[Collected data]
* * *

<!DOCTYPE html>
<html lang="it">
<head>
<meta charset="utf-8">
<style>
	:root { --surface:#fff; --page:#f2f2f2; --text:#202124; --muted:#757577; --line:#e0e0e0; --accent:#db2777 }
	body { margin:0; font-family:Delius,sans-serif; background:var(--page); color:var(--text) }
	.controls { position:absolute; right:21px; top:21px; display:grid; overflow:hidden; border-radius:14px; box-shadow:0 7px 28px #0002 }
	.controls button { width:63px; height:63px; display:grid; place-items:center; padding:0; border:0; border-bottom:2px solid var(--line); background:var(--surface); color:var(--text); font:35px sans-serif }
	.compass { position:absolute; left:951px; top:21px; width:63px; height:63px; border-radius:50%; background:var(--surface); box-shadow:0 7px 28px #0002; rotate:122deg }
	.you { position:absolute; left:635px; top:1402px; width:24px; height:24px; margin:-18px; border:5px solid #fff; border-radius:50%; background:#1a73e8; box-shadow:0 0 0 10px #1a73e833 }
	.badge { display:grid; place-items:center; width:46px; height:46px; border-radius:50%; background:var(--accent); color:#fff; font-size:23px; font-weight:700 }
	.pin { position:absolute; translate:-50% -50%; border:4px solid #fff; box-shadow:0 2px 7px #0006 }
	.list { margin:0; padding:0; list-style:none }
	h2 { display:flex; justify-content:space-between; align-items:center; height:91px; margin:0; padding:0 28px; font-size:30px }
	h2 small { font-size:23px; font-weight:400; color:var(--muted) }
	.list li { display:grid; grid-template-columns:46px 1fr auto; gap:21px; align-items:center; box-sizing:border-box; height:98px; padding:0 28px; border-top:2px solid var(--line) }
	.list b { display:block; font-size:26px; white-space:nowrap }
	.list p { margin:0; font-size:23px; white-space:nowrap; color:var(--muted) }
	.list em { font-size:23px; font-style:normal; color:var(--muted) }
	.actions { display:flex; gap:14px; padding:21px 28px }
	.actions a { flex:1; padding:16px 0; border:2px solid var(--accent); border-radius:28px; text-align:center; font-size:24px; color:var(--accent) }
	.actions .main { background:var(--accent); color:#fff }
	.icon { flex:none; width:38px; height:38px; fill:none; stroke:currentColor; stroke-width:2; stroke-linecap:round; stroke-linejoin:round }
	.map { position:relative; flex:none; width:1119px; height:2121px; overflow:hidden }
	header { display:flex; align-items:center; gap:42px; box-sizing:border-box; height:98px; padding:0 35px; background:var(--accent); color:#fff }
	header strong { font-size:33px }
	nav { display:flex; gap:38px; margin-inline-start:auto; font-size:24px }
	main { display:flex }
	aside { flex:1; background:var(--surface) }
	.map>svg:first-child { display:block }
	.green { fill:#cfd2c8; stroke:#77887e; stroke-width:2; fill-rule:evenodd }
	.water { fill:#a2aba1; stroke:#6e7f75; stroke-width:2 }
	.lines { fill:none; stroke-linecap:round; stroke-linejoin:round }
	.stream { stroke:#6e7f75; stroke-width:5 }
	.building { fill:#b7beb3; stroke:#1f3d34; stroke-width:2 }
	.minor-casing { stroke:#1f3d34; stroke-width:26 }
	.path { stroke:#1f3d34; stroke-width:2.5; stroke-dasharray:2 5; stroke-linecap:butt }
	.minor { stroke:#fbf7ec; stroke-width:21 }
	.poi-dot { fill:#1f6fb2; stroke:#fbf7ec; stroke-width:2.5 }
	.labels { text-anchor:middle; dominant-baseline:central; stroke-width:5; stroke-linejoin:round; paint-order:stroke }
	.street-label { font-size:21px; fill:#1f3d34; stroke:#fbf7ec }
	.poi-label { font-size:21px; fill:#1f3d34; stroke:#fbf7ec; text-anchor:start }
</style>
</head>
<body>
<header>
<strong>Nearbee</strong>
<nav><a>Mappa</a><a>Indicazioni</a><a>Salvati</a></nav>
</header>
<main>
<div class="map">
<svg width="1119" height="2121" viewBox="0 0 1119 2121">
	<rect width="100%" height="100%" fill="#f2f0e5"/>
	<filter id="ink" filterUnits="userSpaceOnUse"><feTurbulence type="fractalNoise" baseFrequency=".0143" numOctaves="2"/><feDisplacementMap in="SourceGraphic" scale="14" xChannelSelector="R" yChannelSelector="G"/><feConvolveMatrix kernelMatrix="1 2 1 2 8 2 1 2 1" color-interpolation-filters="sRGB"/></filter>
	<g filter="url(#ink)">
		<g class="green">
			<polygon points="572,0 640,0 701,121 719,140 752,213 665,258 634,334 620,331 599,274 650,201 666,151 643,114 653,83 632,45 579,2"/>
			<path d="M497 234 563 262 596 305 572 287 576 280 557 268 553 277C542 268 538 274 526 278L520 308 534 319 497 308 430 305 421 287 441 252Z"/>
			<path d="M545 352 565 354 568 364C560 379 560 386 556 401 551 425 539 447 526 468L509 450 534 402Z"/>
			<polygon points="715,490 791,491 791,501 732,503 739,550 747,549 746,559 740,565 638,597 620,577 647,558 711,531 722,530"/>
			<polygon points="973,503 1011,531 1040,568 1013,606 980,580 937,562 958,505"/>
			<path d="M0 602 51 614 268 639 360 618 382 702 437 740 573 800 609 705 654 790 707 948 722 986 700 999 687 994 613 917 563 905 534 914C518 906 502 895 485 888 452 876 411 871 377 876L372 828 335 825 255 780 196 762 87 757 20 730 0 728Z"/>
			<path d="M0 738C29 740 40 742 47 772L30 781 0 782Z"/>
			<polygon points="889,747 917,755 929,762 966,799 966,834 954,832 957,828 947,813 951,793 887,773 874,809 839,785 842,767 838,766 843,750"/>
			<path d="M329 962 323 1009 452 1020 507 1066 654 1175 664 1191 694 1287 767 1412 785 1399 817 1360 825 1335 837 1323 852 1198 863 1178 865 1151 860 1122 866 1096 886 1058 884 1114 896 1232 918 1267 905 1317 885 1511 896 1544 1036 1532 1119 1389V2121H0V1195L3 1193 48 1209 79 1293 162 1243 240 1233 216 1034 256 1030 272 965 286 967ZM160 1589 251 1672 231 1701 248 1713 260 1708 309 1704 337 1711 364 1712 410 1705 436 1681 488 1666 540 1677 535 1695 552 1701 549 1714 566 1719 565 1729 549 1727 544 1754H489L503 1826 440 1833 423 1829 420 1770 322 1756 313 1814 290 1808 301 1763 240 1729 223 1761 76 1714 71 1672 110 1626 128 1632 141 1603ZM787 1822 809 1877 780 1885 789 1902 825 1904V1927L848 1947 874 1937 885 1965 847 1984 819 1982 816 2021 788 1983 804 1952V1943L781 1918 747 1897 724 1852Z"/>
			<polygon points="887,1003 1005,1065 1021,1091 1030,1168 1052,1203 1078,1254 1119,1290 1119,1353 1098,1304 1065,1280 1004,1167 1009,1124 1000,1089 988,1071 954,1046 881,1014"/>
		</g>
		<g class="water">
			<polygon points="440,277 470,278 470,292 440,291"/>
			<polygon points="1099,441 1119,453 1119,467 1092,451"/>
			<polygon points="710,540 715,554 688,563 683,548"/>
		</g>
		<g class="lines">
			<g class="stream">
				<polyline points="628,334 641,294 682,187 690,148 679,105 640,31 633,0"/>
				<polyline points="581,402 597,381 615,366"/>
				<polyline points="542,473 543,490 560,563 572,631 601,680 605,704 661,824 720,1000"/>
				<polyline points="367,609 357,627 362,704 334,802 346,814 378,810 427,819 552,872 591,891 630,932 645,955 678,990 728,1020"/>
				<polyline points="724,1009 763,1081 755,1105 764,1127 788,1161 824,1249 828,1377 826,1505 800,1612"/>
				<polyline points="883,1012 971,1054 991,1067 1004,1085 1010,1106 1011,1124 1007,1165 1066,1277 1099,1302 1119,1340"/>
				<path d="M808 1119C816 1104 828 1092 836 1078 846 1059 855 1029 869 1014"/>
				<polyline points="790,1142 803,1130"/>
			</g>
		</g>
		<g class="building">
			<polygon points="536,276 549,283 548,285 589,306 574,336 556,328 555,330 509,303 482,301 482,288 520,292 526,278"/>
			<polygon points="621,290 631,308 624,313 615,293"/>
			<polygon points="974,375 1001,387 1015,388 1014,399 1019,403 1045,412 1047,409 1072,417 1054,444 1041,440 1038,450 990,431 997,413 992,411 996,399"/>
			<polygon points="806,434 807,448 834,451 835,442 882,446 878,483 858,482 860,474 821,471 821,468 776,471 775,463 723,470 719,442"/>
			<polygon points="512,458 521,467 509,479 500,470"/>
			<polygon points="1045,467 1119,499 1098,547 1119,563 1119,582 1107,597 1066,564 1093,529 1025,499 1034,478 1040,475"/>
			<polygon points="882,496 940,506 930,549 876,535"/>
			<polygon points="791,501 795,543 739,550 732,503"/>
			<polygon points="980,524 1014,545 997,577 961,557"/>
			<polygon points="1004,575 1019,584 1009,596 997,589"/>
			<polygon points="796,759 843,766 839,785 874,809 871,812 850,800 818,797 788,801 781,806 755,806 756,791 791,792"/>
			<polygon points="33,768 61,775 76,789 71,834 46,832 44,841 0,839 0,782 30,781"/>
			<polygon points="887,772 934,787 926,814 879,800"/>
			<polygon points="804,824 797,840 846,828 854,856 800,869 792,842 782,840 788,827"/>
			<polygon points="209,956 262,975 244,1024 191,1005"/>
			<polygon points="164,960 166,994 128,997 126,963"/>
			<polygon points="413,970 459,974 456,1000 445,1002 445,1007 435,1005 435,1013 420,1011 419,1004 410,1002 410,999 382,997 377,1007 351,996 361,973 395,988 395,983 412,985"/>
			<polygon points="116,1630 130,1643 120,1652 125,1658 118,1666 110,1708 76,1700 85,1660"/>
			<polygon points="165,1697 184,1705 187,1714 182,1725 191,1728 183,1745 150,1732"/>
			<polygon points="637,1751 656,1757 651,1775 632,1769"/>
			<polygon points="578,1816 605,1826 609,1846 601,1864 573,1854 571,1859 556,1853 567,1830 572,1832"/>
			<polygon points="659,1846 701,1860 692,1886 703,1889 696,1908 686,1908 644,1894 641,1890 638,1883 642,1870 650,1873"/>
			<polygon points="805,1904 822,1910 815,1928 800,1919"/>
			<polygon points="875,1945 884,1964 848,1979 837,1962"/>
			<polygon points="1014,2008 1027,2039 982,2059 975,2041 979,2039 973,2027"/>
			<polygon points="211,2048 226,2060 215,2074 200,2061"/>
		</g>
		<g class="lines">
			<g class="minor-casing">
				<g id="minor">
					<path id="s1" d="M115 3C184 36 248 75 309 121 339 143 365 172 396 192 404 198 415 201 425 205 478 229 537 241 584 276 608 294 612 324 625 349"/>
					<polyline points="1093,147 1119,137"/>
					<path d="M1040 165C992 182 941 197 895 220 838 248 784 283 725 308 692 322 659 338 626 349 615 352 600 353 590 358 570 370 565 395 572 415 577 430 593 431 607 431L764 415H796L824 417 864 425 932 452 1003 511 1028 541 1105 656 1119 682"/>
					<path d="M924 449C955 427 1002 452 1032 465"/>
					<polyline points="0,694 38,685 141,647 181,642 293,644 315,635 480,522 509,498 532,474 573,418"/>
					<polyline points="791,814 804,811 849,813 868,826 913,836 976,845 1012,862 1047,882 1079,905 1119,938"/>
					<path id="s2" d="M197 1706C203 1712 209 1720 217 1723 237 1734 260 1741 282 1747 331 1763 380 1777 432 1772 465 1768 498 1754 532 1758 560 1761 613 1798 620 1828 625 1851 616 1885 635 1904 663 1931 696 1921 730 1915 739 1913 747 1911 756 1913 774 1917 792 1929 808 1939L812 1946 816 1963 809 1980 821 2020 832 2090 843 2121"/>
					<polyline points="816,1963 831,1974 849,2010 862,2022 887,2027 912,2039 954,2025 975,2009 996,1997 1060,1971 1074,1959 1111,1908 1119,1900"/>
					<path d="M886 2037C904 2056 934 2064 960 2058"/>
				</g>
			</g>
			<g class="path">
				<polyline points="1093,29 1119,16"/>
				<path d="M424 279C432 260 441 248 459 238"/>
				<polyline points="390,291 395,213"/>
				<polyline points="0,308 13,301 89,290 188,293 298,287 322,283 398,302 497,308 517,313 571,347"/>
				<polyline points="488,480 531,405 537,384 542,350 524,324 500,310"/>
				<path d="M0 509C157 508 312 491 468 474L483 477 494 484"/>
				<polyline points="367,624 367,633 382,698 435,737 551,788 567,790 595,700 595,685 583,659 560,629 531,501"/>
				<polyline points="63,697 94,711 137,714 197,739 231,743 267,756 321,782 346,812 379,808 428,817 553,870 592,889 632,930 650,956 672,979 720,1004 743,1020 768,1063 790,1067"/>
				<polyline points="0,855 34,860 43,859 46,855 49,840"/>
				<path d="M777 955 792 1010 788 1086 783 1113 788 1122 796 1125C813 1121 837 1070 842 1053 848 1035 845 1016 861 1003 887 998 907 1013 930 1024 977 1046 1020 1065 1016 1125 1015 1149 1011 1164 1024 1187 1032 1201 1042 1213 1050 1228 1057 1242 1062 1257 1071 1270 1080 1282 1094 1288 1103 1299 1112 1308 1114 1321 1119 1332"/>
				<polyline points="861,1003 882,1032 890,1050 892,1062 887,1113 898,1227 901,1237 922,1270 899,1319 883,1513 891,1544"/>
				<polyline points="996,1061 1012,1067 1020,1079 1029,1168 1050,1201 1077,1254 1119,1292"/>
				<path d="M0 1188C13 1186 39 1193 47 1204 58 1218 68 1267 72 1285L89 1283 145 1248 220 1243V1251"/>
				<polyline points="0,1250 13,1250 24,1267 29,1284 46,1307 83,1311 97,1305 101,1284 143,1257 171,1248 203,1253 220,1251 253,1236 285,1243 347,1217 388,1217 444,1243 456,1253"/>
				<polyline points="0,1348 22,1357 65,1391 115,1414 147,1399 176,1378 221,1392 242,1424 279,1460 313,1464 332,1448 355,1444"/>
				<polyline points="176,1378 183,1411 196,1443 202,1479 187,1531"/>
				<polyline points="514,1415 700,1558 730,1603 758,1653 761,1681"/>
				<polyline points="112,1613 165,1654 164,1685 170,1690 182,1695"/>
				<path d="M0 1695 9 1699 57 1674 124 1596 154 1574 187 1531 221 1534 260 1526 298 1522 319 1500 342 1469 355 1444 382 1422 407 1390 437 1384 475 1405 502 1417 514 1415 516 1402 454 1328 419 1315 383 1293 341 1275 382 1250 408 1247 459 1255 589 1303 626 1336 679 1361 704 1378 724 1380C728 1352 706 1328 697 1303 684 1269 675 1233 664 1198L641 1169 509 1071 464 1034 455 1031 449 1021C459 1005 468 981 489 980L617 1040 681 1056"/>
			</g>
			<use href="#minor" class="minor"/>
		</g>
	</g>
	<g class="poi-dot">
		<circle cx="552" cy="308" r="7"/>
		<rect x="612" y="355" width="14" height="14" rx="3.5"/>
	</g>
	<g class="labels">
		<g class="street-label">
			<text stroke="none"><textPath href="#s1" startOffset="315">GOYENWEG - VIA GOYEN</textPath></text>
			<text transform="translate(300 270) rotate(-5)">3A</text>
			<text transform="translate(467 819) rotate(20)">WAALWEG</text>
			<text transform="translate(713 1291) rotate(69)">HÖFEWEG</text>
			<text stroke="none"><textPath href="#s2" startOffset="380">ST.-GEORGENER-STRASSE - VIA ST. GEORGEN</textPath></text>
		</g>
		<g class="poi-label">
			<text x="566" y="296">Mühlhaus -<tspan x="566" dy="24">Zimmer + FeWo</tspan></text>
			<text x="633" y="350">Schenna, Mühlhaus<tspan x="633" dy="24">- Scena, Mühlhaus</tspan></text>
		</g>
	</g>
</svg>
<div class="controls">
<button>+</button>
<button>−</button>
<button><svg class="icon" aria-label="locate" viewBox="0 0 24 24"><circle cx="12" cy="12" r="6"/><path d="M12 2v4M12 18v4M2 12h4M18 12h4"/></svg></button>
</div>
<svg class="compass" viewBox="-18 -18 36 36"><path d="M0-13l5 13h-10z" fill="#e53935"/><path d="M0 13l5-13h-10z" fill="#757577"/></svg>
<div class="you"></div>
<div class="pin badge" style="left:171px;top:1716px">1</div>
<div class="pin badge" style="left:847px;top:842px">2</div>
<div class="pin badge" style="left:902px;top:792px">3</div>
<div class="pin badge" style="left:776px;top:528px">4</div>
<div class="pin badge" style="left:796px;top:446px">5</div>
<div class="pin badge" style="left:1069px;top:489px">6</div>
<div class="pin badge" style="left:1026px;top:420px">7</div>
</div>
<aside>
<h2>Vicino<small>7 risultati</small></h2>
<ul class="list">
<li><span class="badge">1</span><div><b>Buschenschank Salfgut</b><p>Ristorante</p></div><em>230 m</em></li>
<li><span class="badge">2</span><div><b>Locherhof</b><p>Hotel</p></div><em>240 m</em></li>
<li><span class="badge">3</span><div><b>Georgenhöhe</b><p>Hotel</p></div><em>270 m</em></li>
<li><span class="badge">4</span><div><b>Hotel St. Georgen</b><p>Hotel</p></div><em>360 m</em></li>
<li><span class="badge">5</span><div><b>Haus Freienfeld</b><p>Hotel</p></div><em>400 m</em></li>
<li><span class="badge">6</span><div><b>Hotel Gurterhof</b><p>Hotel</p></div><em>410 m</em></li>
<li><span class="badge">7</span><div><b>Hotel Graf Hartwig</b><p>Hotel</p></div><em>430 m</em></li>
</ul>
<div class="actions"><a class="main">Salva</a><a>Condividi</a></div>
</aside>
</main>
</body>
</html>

* * *

- **Required work**: Nothing but the lines from the start of the data above through the line with "position:absolute; translate:-50% -50%;" should appear in your answer, copied exactly.

- **Solved problem**:
<!DOCTYPE html>
<html lang="it">
<head>
<meta charset="utf-8">
<style>
	:root { --surface:#fff; --page:#f2f2f2; --text:#202124; --muted:#757577; --line:#e0e0e0; --accent:#db2777 }
	body { margin:0; font-family:Delius,sans-serif; background:var(--page); color:var(--text) }
	.controls { position:absolute; right:21px; top:21px; display:grid; overflow:hidden; border-radius:14px; box-shadow:0 7px 28px #0002 }
	.controls button { width:63px; height:63px; display:grid; place-items:center; padding:0; border:0; border-bottom:2px solid var(--line); background:var(--surface); color:var(--text); font:35px sans-serif }
	.compass { position:absolute; left:951px; top:21px; width:63px; height:63px; border-radius:50%; background:var(--surface); box-shadow:0 7px 28px #0002; rotate:122deg }
	.you { position:absolute; left:635px; top:1402px; width:24px; height:24px; margin:-18px; border:5px solid #fff; border-radius:50%; background:#1a73e8; box-shadow:0 0 0 10px #1a73e833 }
	.badge { display:grid; place-items:center; width:46px; height:46px; border-radius:50%; background:var(--accent); color:#fff; font-size:23px; font-weight:700 }
	.pin { position:absolute; translate:-50% -50%; border:4px solid #fff; box-shadow:0 2px 7px #0006 }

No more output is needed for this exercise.